THE HISTORY OF EL SALVADOR revolves around one central issue-- land. In this, the smallest country in Central America, land always has been a scarce commodity whose importance has been amplified by the comparative absence of precious metals or lucrative mineral deposits. Agriculture defined the economic life of the country well before the arrival of the Spanish conquistadors in the early 1500s, and, despite some modest advances in industrial capacity, agriculture has continued to dominate the nation's wealth, social structure, and political dynamics.
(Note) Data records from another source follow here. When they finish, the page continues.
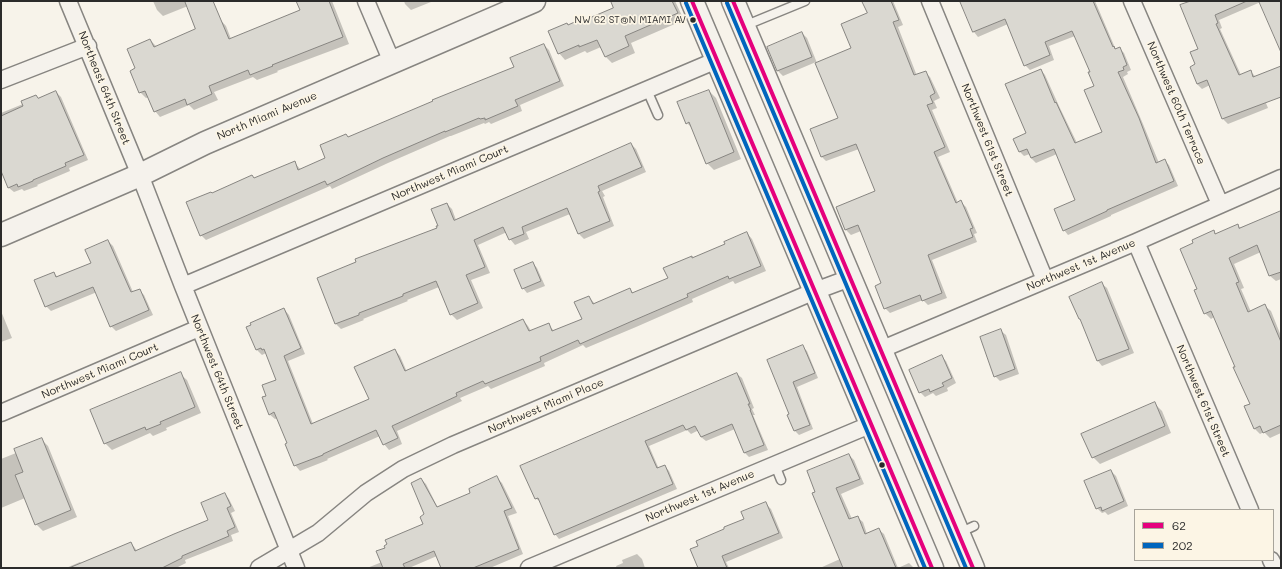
<!DOCTYPE html>
<html>
<head>
<meta charset="utf-8">
<style>
	body { margin:0 }
	#map { position:relative; width:1282px; height:569px; overflow:hidden; background:#f7f3ea; font-family:Mali,sans-serif }
	canvas { display:block }
	.frame { position:absolute; inset:0; border:2px solid #2b2b2b; pointer-events:none }
	.legend { position:absolute; left:1134px; top:509px; width:140px; height:52px; box-sizing:border-box; background:#fcf5e5; border:1px solid #a8a49b; margin:0; padding:5px 7px; list-style:none; font-size:12px; color:#2b2b2b }
	.legend li { display:flex; align-items:center; gap:8px; height:20px }
	.legend b { width:20px; border:1px solid #a8a49b }
</style>
</head>
<body>
<div id="map">
<canvas width="1282" height="569"></canvas>
<div class="frame"></div>
<ul class="legend">
<li><b style="height:5px;background:#e5007d"></b>62</li>
<li><b style="height:5px;background:#0065bd"></b>202</li>
</ul>
</div>
<script>
const ctx = document.querySelector('canvas').getContext('2d');
ctx.lineJoin = 'round';
function fill(path, color) { ctx.fillStyle = color; ctx.fill(path, 'evenodd'); }
function strokePath(path, color, width, dash) { ctx.strokeStyle = color; ctx.lineWidth = width; ctx.lineCap = dash ? 'butt' : 'round'; ctx.setLineDash(dash || []); ctx.stroke(path); }
function label(font, color, halo, rows, align = 'center') {
  ctx.font = font + ' Mali,sans-serif'; ctx.lineWidth = 3.5; ctx.setLineDash([]); ctx.textBaseline = 'middle'; ctx.strokeStyle = halo; ctx.fillStyle = color; for (const [text, x, y, turn = 0] of rows) {
    ctx.save(); ctx.translate(x, y); ctx.rotate((+turn || 0) * Math.PI / 180); ctx.textAlign = isNaN(turn) ? turn : align; if (halo) ctx.strokeText(text, 0, 0); ctx.fillText(text, 0, 0); ctx.restore();
  }
}
fill(new Path2D(`
	M 153,1 L 203,1 L 226,26 L 231,39 L 301,10 L 298,1 L 332,1 L 349,44 L 277,71 L 278,72 L 257,80 L 253,77 L 214,92 L 218,100 L 194,110 L 189,105 L 160,117 L 155,111 L 149,97 L 146,98 L 140,92 L 137,69 L 150,40 L 157,47 L 197,30 L 188,6 L 163,16 L 157,10 Z
	M 404,1 L 430,1 L 431,2 L 411,10 L 405,4 Z
	M 616,1 L 675,1 L 684,20 L 631,43 L 635,53 L 612,63 L 605,56 L 601,47 L 587,53 L 585,51 L 565,60 L 559,53 L 568,26 L 580,23 L 614,8 Z
	M 863,1 L 893,1 L 903,25 L 898,27 L 917,76 L 925,72 L 930,77 L 940,98 L 934,101 L 937,108 L 932,110 L 950,152 L 938,157 L 958,203 L 961,202 L 966,207 L 977,233 L 974,234 L 977,242 L 932,260 L 947,298 L 928,305 L 923,300 L 890,313 L 885,308 L 883,284 L 861,231 L 851,235 L 846,230 L 837,208 L 876,192 L 859,149 L 826,161 L 821,156 L 839,119 L 816,62 L 783,76 L 778,71 L 768,47 L 802,33 L 807,38 L 817,63 L 853,48 L 868,14 Z
	M 966,1 L 1095,1 L 1116,50 L 1119,48 L 1124,53 L 1131,70 L 1127,72 L 1128,74 L 1123,77 L 1143,124 L 1159,163 L 1164,160 L 1169,165 L 1178,186 L 1111,215 L 1111,216 L 1068,235 L 1064,230 L 1077,200 L 1057,154 L 1036,163 L 1031,158 L 1030,154 L 1024,156 L 1020,152 L 1028,134 L 1041,70 L 1045,75 L 1059,106 L 1077,143 L 1103,133 L 1091,72 L 1075,36 L 1049,46 L 1054,60 L 1030,70 L 1025,65 L 1008,24 L 978,37 L 974,32 L 962,3 Z
	M 1194,1 L 1263,1 L 1219,20 L 1222,28 L 1220,29 L 1241,75 L 1250,71 L 1255,76 L 1268,108 L 1228,124 L 1223,119 L 1210,85 L 1202,89 L 1197,84 L 1197,65 L 1199,50 Z
	M 544,45 L 549,50 L 564,86 L 520,105 L 522,111 L 491,124 L 489,122 L 485,124 L 484,123 L 451,136 L 450,136 L 388,163 L 332,189 L 330,186 L 206,240 L 201,235 L 212,194 L 255,179 L 294,162 L 301,170 L 327,158 L 349,138 L 515,68 Z
	M 709,91 L 716,98 L 741,159 L 714,170 L 707,163 L 694,130 L 687,123 Z
	M 56,92 L 61,97 L 88,160 L 69,168 L 70,171 L 37,185 L 38,186 L 24,191 L 22,189 L 14,192 L 9,188 L 2,171 L 1,171 L 1,113 L 23,104 L 36,96 L 39,99 Z
	M 631,144 L 636,149 L 646,172 L 602,191 L 605,196 L 603,197 L 614,226 L 584,239 L 579,234 L 570,214 L 526,232 L 529,239 L 515,245 L 510,239 L 507,232 L 478,245 L 490,273 L 471,280 L 483,308 L 457,320 L 451,314 L 439,287 L 407,300 L 408,301 L 363,319 L 364,320 L 341,329 L 336,324 L 438,228 L 447,204 L 452,209 L 456,220 Z
	M 1281,215 L 1281,279 L 1276,281 L 1270,276 L 1261,252 L 1234,264 L 1244,288 L 1241,289 L 1251,312 L 1265,306 L 1271,311 L 1281,336 L 1281,433 L 1270,438 L 1264,432 L 1260,434 L 1254,428 L 1251,404 L 1214,317 L 1211,319 L 1205,313 L 1198,289 L 1194,244 L 1213,232 L 1216,234 L 1237,225 L 1241,228 Z
	M 747,233 L 752,239 L 766,271 L 735,284 L 733,281 L 692,299 L 693,302 L 636,327 L 586,348 L 583,345 L 544,363 L 545,366 L 491,389 L 488,386 L 460,398 L 462,401 L 397,431 L 402,444 L 389,450 L 384,444 L 380,436 L 327,459 L 328,460 L 300,471 L 295,465 L 289,444 L 278,418 L 275,419 L 269,414 L 268,396 L 278,380 L 266,353 L 262,355 L 257,350 L 248,328 L 284,309 L 289,315 L 305,354 L 288,361 L 313,424 L 370,399 L 395,350 L 400,356 L 407,372 L 523,320 L 528,326 L 531,331 L 548,324 L 554,331 L 583,319 L 589,297 L 595,304 L 630,289 L 634,294 L 669,279 L 691,257 L 693,259 L 727,245 Z
	M 108,241 L 113,246 L 133,292 L 139,290 L 144,295 L 153,315 L 116,331 L 111,326 L 97,292 L 51,311 L 46,306 L 53,273 L 58,277 L 92,264 Z
	M 533,263 L 537,268 L 545,286 L 527,293 L 523,288 Z
	M 1102,284 L 1107,288 L 1134,353 L 1102,366 L 1098,361 L 1081,320 Z
	M 1,311 L 12,338 L 1,342 Z
	M 1001,331 L 1006,335 L 1019,374 L 1000,381 L 995,376 Z
	M 803,347 L 807,351 L 818,378 L 797,387 L 813,429 L 799,435 L 795,431 L 789,415 L 790,414 L 768,361 Z
	M 941,356 L 946,361 L 956,383 L 947,388 L 948,391 L 936,396 L 933,393 L 925,397 L 920,392 Z
	M 180,374 L 187,380 L 201,413 L 166,428 L 167,430 L 153,436 L 150,433 L 112,450 L 105,443 Z
	M 737,374 L 742,378 L 754,408 L 752,409 L 755,415 L 753,415 L 768,450 L 749,457 L 745,453 L 735,429 L 706,441 L 701,437 L 699,430 L 691,434 L 687,430 L 649,446 L 659,469 L 665,466 L 669,471 L 677,489 L 559,539 L 555,534 L 541,502 L 535,498 Z
	M 1154,403 L 1162,411 L 1171,433 L 1100,464 L 1093,457 Z
	M 41,439 L 48,446 L 77,517 L 43,531 L 36,524 L 25,498 L 1,508 L 1,459 L 16,453 Z
	M 849,455 L 854,460 L 864,484 L 841,494 L 852,519 L 857,517 L 863,522 L 867,534 L 878,529 L 884,534 L 898,568 L 909,563 L 914,568 L 820,568 L 840,559 L 817,492 Z
	M 1111,471 L 1116,476 L 1128,506 L 1108,515 L 1105,512 L 1102,513 L 1097,508 Z
	M 497,478 L 502,483 L 517,513 L 508,516 L 523,554 L 490,568 L 442,568 L 437,556 L 409,568 L 367,568 L 382,562 L 386,548 L 424,524 L 426,515 L 421,479 L 426,484 L 438,508 L 471,493 Z
	M 225,494 L 229,499 L 235,511 L 231,513 L 239,532 L 231,535 L 233,541 L 185,560 L 186,563 L 176,568 L 66,568 L 80,562 L 81,563 L 131,543 L 135,548 L 137,551 L 209,521 Z
	M 765,503 L 771,509 L 783,538 L 726,562 L 729,568 L 700,568 L 699,546 L 726,530 L 745,519 Z
	M 637,554 L 642,559 L 645,568 L 617,568 L 616,566 L 623,563 L 622,560 Z`), '#0003');
const building = new Path2D(`
	M 185,1 L 213,1 L 229,39 L 300,10 L 296,1 L 329,1 L 343,37 L 272,65 L 273,66 L 250,75 L 248,70 L 209,86 L 212,94 L 187,105 L 185,99 L 154,112 L 145,91 L 139,93 L 130,71 L 135,68 L 127,49 L 150,39 L 154,47 L 195,29 Z
	M 611,1 L 672,1 L 678,13 L 625,36 L 629,46 L 605,57 L 597,40 L 579,47 L 579,45 L 558,54 L 548,31 L 567,23 L 568,25 L 579,20 L 580,22 L 613,8 Z
	M 862,1 L 891,1 L 899,20 L 893,22 L 914,75 L 926,71 L 935,93 L 930,96 L 933,103 L 927,105 L 945,147 L 934,152 L 956,203 L 961,200 L 973,228 L 970,229 L 973,237 L 928,255 L 942,293 L 922,301 L 920,295 L 884,309 L 875,286 L 881,283 L 858,225 L 845,230 L 836,207 L 875,191 L 856,144 L 821,157 L 810,129 L 838,118 L 815,63 L 851,48 L 841,24 L 867,13 Z
	M 960,1 L 1093,1 L 1113,47 L 1114,46 L 1115,49 L 1120,47 L 1127,65 L 1123,67 L 1124,70 L 1118,72 L 1139,118 L 1156,163 L 1165,159 L 1174,181 L 1107,210 L 1107,211 L 1063,231 L 1054,209 L 1075,200 L 1054,149 L 1031,158 L 1027,149 L 1019,152 L 1013,139 L 1026,133 L 1005,84 L 1041,69 L 1055,103 L 1056,102 L 1075,143 L 1102,132 L 1084,90 L 1094,86 L 1088,72 L 1090,72 L 1076,40 L 1072,31 L 1045,42 L 1050,55 L 1024,66 L 1005,19 L 973,32 Z
	M 1191,1 L 1247,1 L 1215,15 L 1218,23 L 1216,24 L 1239,75 L 1251,70 L 1253,77 L 1281,66 L 1281,97 L 1222,119 L 1207,80 L 1197,84 L 1190,67 L 1195,64 L 1190,52 L 1198,49 L 1180,5 Z
	M 1259,1 L 1281,1 L 1281,52 Z
	M 802,32 L 812,57 L 777,71 L 767,47 Z
	M 544,44 L 560,81 L 515,100 L 518,106 L 485,120 L 485,118 L 480,119 L 479,118 L 445,132 L 445,131 L 383,158 L 327,185 L 325,181 L 200,236 L 186,202 L 211,192 L 212,193 L 252,175 L 254,178 L 295,161 L 298,170 L 325,158 L 320,145 L 346,134 L 348,137 L 433,101 L 432,100 L 514,67 L 510,58 Z
	M 709,90 L 734,152 L 706,164 L 689,122 L 686,124 L 677,102 Z
	M 56,91 L 84,155 L 65,163 L 66,166 L 33,180 L 33,181 L 18,187 L 17,184 L 8,188 L 1,171 L 1,116 L 23,106 L 21,101 L 36,95 L 38,98 Z
	M 631,143 L 642,167 L 598,186 L 600,191 L 598,192 L 610,221 L 578,234 L 567,208 L 522,227 L 524,234 L 509,240 L 503,227 L 474,240 L 485,267 L 466,275 L 478,303 L 450,315 L 436,281 L 403,294 L 403,296 L 359,313 L 359,315 L 335,324 L 317,278 L 356,262 L 355,259 L 437,228 L 436,226 L 438,226 L 431,209 L 447,203 L 454,220 Z
	M 1281,211 L 1281,272 L 1269,276 L 1257,245 L 1229,258 L 1239,282 L 1236,283 L 1248,312 L 1265,304 L 1281,342 L 1281,425 L 1263,433 L 1260,426 L 1254,429 L 1244,406 L 1250,404 L 1233,367 L 1235,367 L 1211,311 L 1204,314 L 1194,290 L 1197,289 L 1180,249 L 1193,243 L 1192,240 L 1214,230 L 1215,234 L 1238,224 L 1239,228 Z
	M 747,232 L 761,266 L 729,279 L 728,276 L 687,294 L 688,297 L 630,322 L 580,344 L 578,340 L 540,357 L 541,361 L 485,384 L 483,381 L 456,393 L 457,396 L 392,426 L 398,438 L 383,445 L 376,430 L 323,454 L 323,455 L 294,466 L 285,444 L 287,443 L 274,412 L 269,415 L 262,397 L 266,396 L 262,385 L 276,380 L 264,349 L 262,350 L 261,348 L 256,350 L 246,327 L 251,325 L 250,323 L 284,308 L 301,348 L 284,356 L 311,424 L 369,399 L 354,367 L 395,349 L 405,371 L 523,319 L 529,331 L 549,323 L 552,331 L 582,319 L 574,302 L 589,296 L 593,304 L 630,288 L 632,293 L 668,278 L 663,268 L 692,256 L 692,258 L 725,244 L 724,242 Z
	M 108,240 L 131,292 L 140,289 L 149,310 L 110,327 L 93,287 L 45,307 L 34,280 L 54,272 L 56,277 L 91,263 L 85,250 Z
	M 533,262 L 541,281 L 522,289 L 514,270 Z
	M 1102,282 L 1129,349 L 1097,361 L 1080,319 L 1079,319 L 1069,297 Z
	M 1001,329 L 1015,369 L 994,377 L 980,337 Z
	M 803,345 L 815,373 L 793,382 L 810,425 L 794,431 L 787,415 L 789,414 L 767,360 Z
	M 942,355 L 952,378 L 942,383 L 944,386 L 930,392 L 929,389 L 919,393 L 909,370 Z
	M 181,372 L 195,407 L 160,422 L 161,424 L 146,430 L 145,427 L 104,444 L 90,410 Z
	M 737,373 L 750,404 L 748,404 L 751,410 L 750,410 L 764,445 L 744,453 L 732,424 L 701,437 L 695,426 L 686,430 L 683,425 L 655,437 L 645,441 L 657,468 L 665,465 L 673,484 L 554,535 L 538,498 L 535,499 L 520,466 Z
	M 1155,402 L 1165,426 L 1092,458 L 1081,434 Z
	M 42,438 L 71,510 L 35,525 L 15,475 L 23,472 L 14,449 Z
	M 849,454 L 860,479 L 836,488 L 849,519 L 858,516 L 865,534 L 879,528 L 896,568 L 843,568 L 812,493 L 815,492 L 807,471 Z
	M 1111,470 L 1124,501 L 1102,511 L 1101,507 L 1096,509 L 1084,481 Z
	M 497,476 L 512,508 L 504,511 L 519,549 L 473,568 L 441,568 L 434,551 L 403,564 L 405,568 L 383,568 L 376,551 L 385,548 L 384,546 L 387,544 L 385,540 L 423,524 L 420,517 L 424,514 L 411,483 L 421,478 L 437,507 L 470,493 L 469,489 Z
	M 225,493 L 231,506 L 227,508 L 235,527 L 227,531 L 229,536 L 182,556 L 182,558 L 162,568 L 69,568 L 131,542 L 135,551 L 174,534 L 208,520 L 201,503 Z
	M 766,502 L 779,533 L 722,556 L 727,568 L 698,568 L 690,549 L 698,546 L 696,541 L 724,529 L 724,527 L 744,519 L 741,512 Z`);
fill(building, '#dad8d1');
strokePath(building, '#878581', 1);
const service = new Path2D(`
	M 744,26 L 805,1
	M 647,90 L 658,115
	M 775,465 L 781,480
	M 959,533 L 974,526`);
const minor = new Path2D(`
	M 68,1 L 140,175 L 183,286 L 296,568
	M 366,1 L 392,62
	M 930,1 L 1045,280
	M 1132,1 L 1220,204
	M 1,80 L 88,46
	M 1136,242 L 1250,510
	M 183,286 L 717,60
	M 880,350 L 1136,242 L 1281,178
	M 1,413 L 199,328
	M 1271,560 L 1275,568
	M 259,568 L 318,533 L 366,493 L 403,469 L 453,445 L 815,291 L 850,278
	M 529,568 L 872,424`);
const secondary = new Path2D(`
	M 692,1 L 932,568
	M 733,1 L 973,568
	M 1,235 L 140,175 L 205,143 L 534,1`);
strokePath(service, '#878581', 11);
strokePath(minor, '#878581', 19);
strokePath(secondary, '#878581', 25);
strokePath(service, '#f5f2ec', 8);
strokePath(minor, '#f5f2ec', 16);
strokePath(secondary, '#f5f2ec', 22);
strokePath(new Path2D(`
	M 692,1 L 932,568
	M 733,1 L 973,568`), '#e5007d', 4);
strokePath(new Path2D(`
	M 686,3 L 925,568
	M 727,3 L 966,568`), '#0065bd', 4);
for (const [x, y, r, color] of [
	[693,20,3.5,"#2b2b2b"],
	[882,465,3.5,"#2b2b2b"]
]) { const dot = new Path2D(); dot.arc(x, y, r, 0, 2 * Math.PI); ctx.fillStyle = color; ctx.fill(dot); strokePath(dot, '#fcf5e5', 1.5); }
label('10px', '#2b2b2b', '#fcf5e5', [
	["NW 62 ST@N MIAMI AV",686,20]
], 'right');
label('11px', '#2b2b2b', '#fcf5e5', [
	["Northeast 64th Street",104,88,68],
	["Northwest 60th Terrace",1176,103,67],
	["North Miami Avenue",267,116,-23],
	["Northwest 61st Street",987,140,68],
	["Northwest Miami Court",450,173,-23],
	["Northwest 1st Avenue",1081,265,-23],
	["Northwest Miami Court",100,371,-23],
	["Northwest 64th Street",217,372,68],
	["Northwest 61st Street",1203,401,67],
	["Northwest Miami Place",546,406,-23],
	["Northwest 1st Avenue",700,496,-23]
]);
</script>
</body>
</html>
The unequal distribution of land in El Salvador can be traced directly to the Spanish colonial system, under which land title was vested in the crown. Those select individuals granted control of specified areas acted, at least in theory, only as stewards over the lands and peoples under their control. Although private property rights eventually were established, the functional structure put in place by the Spanish was perpetuated well into the twentieth century by the landed oligarchy, with the assistance of the military.
Although the indigenous, or Indian, population gradually was diminished through disease and abuse and eventually subsumed into a growing mestizo (mixed Caucasian and Indian) population, its position at the base of society was assumed by the rural lower class. Until the mid-twentieth century, the patterns of landownership and income distribution ran unrelentingly against this segment of the population. As elsewhere in Latin America, those with more got more, those with less got less. Under the model of monoculture export that came to prevail in El Salvador, the concentration of land into large units, or haciendas, made for greater overall efficiency of production. The other side of the economic coin, however, was engraved with images of worsening poverty, deprivation, illiteracy, and disease as the singleminded pursuit of wealth by a minuscule percentage of the population denied the vast majority of Salvadorans access to more than a subsistence level of income.
Although slow to develop, the political ramifications of this process of skewed distribution were inevitable. Unfortunately for the marginalized campesinos (farmers or farm laborers), however, the landowners were prepared to protect their gains by force against any effort to improve the lot of the lower class. A rural uprising in 1833, led by Indian leader Anastasio Aquino, was put down by forces hired by the landowners. A century later, another insurrection, this time led by the Marxist Agustin Farabundo Marti, provoked a now-legendary reprisal known as la matanza (the massacre). The troops that carried out this action, in which by some estimates as many as 30,000 Salvadorans were killed, belonged to the Salvadoran armed forces. Institutionalized and nominally independent from the landed oligarchy, the armed forces proceeded from that point to assume control of the political process in El Salvador.
The Salvadoran officer corps was not altogether unsympathetic to popular sentiment for reform of the oligarchic system. In the Salvadoran political equation, however, the economic elite's resistance to change remained a given. Therefore, efforts by the military to institute gradual, guided reforms--land reform chief among them--repeatedly ran into the brick wall of elite opposition and influence. It was not until 1980, when the officer corps allied itself publicly with the middle-class Christian Democratic Party, that substantive reform appeared achievable. By that time, however, El Salvador stood on the threshold of a major civil conflict between government forces backed by the United States and guerrillas supported by Nicaragua, Cuba, and the Soviet Union. This conflict catapulted the country's internal conflicts onto the world stage. The future course of reform in El Salvador was thus uncertain, as the nation entered the 1980s burdened with the legacies of economic and social inequality and political exclusion of the middle and lower classes by the elite.